高齢ドライバーの重大事故を防ぐため、75歳以上の運転免許保有者に対し、記憶力や判断力の認知機能検査を強化する改正道交法が12日、施行された。3年に1度の免許更新時の検査で「認知症の恐れ」と判定された場合には、医師による診察を受けることを義務化。逆走や信号無視など18項目の違反をしたときも、臨時検査を受けなければならない。

 初日となったこの日は、栃木県鹿沼市の県運転免許センターで、改正法施行に備え改修したシステムに障害が発生、免許証の交付業務に遅れが出るトラブルもあった。

 警察庁によると、2015年は4027人が医師の診察を課せられ、うち1472人が認知症として免許取り消しや停止の処分となった。新制度では年間の受診者が約5万人、処分者も約1万5千人に膨らむと予想。事故予防に効果が期待される一方、医師との連携や車の運転ができなくなった高齢者の交通手段の確保なども課題となる。

 検査は楽器や動物などのイラストを見て、一定時間の経過後にどの程度記憶できているか確認したり、指定された時刻の時計の絵を描いたりする。その結果を基に「認知症の恐れあり」を第1分類とし、「認知機能が低下している恐れあり」を第2分類、「認知機能が低下している恐れなし」を第3分類とする。

 法改正前も3年に1度の検査は実施していたが、第1分類でも、一定の違反をしなければ医師の診察は必要なかった。このため、次の検査までの間に認知症が進み、重大事故を起こす危険があるとの指摘があった。

 新制度では、検査で第1分類と判定された人は速やかな医師の診察が義務付けられ、認知症と診断されれば免許の取り消しか停止となる。第2分類でもドライブレコーダーを使った個別指導を含む3時間の講習が課せられる。第3分類は2時間の講習を受ける。

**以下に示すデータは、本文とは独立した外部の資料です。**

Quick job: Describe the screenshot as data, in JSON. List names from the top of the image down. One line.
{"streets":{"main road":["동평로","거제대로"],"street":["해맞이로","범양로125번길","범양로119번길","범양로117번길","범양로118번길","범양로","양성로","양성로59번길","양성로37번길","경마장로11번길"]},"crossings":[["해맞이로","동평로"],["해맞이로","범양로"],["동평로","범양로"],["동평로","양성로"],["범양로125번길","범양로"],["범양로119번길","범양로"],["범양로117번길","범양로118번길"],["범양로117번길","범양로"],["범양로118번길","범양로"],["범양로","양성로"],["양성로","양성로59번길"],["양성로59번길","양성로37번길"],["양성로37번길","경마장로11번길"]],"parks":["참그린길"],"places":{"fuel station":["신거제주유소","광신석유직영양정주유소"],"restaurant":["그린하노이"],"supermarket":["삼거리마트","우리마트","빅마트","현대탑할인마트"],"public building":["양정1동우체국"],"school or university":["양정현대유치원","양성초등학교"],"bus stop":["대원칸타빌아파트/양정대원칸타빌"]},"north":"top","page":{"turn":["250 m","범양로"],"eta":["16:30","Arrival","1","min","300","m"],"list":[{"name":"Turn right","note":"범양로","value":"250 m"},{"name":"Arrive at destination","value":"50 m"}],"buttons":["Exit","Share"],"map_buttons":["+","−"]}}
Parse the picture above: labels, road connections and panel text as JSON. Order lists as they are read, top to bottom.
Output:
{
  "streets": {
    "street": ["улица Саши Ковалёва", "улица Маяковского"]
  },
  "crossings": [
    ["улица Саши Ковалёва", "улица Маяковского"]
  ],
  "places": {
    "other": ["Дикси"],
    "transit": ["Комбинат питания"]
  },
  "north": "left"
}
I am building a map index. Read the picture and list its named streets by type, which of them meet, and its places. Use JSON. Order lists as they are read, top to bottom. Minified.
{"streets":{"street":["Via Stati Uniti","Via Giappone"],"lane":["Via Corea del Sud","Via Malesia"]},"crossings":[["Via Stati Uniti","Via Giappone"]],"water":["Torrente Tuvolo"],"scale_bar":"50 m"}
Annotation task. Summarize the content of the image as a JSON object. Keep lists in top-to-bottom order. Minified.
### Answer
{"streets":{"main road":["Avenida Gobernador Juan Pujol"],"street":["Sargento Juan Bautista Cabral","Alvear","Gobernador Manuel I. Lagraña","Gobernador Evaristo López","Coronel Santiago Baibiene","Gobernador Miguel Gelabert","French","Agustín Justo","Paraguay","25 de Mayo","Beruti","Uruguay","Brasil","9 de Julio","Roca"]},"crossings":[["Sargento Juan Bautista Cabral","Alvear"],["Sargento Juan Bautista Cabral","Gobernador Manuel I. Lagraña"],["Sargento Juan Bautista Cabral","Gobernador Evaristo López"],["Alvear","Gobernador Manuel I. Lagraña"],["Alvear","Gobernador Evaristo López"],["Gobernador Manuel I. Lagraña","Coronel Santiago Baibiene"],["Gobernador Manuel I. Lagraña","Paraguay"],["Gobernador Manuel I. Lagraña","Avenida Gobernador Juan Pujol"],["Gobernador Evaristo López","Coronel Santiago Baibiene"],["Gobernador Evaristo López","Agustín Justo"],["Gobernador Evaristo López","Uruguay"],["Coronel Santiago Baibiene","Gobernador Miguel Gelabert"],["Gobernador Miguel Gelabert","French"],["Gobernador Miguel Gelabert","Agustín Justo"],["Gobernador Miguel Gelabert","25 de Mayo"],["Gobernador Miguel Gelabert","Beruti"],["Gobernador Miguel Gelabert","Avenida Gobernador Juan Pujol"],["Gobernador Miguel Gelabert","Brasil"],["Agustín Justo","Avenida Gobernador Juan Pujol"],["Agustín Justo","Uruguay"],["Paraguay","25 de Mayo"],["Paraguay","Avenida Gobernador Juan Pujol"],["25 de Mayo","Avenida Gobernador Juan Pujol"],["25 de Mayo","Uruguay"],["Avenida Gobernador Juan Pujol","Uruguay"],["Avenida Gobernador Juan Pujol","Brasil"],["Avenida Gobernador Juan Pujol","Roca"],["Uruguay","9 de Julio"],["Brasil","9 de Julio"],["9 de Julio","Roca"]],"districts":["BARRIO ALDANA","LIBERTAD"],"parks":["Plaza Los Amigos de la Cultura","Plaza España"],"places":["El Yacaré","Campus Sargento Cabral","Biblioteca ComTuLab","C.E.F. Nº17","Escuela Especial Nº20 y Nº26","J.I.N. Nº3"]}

 警察庁の統計では、75歳以上の運転免許保有者数は高齢化社会の進行で増加傾向にあり、昨年末段階で約513万人。昨年の75歳以上の死亡事故は459件で全体の1割強を占め、うち31人が直近の認知機能検査から事故までの間に臨時の認知機能検査の対象となる違反を行っていた。【共同】

 ■改正道交法 相次ぐ高齢者による重大事故に対応するため、75歳以上の運転免許保有者の認知機能検査強化を柱とし、2015年6月に成立した。中型免許の区分を車両の総重量で5~11トン未満から、7.5~11トン未満に変更した上で、3.5~7.5トン未満が対象となる「準中型免許」も新設。取得年齢を中型免許は20歳以上に維持する一方、準中型免許については18歳以上とし、人手不足が続く運送業界の人材確保につなげる狙いがある。ただし、施行前に普通免許を取得していれば従来通り5トン未満まで運転できる。